[[ SOURCE DATA open ]]

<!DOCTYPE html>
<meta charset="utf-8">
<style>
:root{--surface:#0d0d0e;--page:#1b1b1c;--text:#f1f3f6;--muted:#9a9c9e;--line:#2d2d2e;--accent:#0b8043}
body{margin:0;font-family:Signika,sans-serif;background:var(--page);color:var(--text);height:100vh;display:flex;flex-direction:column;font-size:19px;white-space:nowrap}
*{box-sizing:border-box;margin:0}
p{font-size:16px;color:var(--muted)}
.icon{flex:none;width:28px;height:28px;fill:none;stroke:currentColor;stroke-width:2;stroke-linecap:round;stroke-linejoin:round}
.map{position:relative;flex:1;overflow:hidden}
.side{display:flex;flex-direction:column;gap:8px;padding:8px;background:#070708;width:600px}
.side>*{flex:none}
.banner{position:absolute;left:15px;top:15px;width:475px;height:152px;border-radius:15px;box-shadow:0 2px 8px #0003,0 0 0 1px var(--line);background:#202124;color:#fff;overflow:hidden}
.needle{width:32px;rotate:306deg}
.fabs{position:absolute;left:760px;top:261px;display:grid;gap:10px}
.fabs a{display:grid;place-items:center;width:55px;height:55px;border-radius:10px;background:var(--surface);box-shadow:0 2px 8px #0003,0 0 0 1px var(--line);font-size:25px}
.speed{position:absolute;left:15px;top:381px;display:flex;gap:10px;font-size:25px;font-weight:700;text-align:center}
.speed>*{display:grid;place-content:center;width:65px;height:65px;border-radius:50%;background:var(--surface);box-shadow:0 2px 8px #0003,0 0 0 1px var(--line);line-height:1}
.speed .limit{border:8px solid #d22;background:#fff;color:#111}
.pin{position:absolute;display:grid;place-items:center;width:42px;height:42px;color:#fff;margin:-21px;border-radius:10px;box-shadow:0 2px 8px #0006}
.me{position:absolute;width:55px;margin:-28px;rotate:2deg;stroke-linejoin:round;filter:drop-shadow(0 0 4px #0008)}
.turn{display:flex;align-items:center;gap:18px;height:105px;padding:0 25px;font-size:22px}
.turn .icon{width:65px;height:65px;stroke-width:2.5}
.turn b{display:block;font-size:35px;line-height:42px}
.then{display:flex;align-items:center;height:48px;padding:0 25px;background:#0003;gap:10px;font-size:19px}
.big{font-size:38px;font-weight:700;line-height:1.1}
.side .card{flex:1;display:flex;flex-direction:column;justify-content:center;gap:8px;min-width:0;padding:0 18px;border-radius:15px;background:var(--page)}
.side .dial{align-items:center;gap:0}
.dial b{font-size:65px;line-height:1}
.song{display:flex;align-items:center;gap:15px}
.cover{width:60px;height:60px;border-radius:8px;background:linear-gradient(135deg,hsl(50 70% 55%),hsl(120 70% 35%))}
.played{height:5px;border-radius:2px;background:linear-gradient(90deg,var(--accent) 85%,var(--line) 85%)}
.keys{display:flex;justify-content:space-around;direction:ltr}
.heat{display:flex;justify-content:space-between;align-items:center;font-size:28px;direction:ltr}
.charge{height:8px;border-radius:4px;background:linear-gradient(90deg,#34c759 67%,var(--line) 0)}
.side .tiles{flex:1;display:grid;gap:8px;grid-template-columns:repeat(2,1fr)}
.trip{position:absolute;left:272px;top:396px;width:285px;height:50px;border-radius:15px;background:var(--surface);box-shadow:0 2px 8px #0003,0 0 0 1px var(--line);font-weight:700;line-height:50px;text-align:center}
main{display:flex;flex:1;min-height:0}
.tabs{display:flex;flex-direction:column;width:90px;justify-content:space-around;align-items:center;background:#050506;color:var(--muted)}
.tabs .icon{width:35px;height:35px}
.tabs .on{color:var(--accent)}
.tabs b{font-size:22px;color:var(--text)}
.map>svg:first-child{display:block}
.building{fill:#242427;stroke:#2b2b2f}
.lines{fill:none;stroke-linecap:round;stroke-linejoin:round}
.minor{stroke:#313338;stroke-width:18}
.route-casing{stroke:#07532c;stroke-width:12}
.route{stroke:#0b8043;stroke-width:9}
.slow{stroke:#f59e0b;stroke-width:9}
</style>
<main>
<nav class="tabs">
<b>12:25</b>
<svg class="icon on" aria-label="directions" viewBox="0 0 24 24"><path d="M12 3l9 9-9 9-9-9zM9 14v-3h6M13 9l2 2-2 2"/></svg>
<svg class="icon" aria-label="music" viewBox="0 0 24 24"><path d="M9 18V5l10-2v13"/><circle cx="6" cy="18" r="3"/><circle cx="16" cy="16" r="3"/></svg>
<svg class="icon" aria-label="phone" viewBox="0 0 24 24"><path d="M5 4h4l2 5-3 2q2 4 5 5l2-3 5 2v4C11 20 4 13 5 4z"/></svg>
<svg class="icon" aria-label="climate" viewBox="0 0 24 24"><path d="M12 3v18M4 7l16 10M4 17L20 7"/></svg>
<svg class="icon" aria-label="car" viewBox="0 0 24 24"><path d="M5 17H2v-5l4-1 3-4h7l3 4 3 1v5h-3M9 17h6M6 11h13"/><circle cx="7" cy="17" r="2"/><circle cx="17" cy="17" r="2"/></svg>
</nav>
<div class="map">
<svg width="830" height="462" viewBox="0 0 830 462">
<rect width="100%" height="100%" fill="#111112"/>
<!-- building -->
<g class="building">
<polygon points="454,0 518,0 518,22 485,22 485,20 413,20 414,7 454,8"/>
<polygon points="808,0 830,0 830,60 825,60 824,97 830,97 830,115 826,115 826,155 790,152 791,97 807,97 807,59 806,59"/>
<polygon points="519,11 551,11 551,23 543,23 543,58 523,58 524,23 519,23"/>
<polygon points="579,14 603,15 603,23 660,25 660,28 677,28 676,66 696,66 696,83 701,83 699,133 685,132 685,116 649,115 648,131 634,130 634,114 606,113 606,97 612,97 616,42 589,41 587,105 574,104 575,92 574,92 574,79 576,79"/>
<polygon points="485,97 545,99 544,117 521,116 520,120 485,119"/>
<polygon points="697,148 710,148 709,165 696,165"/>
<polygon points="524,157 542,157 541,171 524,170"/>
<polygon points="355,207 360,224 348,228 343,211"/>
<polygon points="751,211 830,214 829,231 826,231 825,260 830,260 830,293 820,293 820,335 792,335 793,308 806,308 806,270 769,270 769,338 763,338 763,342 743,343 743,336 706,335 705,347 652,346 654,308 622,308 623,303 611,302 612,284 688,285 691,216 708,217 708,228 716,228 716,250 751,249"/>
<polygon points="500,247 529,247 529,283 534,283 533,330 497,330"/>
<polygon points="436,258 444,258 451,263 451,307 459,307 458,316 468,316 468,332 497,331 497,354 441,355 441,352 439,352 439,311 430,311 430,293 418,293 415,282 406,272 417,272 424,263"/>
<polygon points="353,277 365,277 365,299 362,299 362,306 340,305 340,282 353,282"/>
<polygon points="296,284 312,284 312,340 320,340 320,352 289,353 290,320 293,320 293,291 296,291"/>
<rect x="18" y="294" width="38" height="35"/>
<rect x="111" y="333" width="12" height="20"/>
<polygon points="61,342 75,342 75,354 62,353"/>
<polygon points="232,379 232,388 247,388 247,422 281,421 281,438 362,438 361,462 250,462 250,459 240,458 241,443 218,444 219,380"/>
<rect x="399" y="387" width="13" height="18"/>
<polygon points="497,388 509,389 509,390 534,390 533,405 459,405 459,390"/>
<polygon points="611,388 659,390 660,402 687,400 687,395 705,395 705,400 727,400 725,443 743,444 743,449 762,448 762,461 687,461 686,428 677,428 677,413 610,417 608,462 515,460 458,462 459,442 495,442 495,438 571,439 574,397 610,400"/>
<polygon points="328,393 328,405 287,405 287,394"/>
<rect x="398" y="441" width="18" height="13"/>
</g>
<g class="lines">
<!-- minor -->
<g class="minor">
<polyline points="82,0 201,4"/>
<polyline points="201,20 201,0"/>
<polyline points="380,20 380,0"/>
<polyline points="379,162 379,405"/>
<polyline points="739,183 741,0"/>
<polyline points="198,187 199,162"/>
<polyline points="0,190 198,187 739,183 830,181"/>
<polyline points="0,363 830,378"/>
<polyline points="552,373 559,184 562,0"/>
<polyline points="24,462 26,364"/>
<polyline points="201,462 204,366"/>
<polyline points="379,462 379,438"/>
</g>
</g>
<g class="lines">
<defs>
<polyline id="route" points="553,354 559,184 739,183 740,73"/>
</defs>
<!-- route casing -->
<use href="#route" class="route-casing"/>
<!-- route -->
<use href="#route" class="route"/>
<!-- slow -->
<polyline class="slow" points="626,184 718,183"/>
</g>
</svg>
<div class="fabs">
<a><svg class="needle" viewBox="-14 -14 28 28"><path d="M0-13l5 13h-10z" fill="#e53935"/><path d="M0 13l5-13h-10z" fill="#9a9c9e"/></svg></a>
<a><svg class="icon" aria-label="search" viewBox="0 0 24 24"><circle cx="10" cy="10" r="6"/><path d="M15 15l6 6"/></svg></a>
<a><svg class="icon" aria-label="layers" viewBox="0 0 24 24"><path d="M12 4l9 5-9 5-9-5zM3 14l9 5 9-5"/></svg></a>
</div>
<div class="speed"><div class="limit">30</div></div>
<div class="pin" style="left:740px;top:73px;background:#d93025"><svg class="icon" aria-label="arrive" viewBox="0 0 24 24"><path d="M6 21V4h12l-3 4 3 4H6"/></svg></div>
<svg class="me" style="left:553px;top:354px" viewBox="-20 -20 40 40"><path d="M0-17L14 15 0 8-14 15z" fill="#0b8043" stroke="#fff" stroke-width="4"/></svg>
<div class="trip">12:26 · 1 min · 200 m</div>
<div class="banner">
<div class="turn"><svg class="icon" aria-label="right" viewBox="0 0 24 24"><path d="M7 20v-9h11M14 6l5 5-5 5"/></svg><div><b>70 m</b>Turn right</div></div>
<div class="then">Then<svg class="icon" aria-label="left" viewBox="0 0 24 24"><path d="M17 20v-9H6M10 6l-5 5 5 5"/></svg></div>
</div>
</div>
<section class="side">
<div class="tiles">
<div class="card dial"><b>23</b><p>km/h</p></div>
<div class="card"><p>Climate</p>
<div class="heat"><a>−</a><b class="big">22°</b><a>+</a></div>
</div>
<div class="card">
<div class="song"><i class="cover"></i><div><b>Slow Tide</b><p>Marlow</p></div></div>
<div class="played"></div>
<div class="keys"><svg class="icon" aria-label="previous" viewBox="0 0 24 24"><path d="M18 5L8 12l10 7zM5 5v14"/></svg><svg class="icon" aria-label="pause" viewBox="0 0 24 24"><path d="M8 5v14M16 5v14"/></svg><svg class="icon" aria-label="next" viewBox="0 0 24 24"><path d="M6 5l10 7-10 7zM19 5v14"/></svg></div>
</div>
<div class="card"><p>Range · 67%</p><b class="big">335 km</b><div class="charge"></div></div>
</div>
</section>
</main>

[[ SOURCE DATA closed ]]

**TASK INSTRUCTIONS**
Within the data above, filter for lines containing the word "none" and copy each one.

**TASK ANSWER**
.icon{flex:none;width:28px;height:28px;fill:none;stroke:currentColor;stroke-width:2;stroke-linecap:round;stroke-linejoin:round}
.side>*{flex:none}
.lines{fill:none;stroke-linecap:round;stroke-linejoin:round}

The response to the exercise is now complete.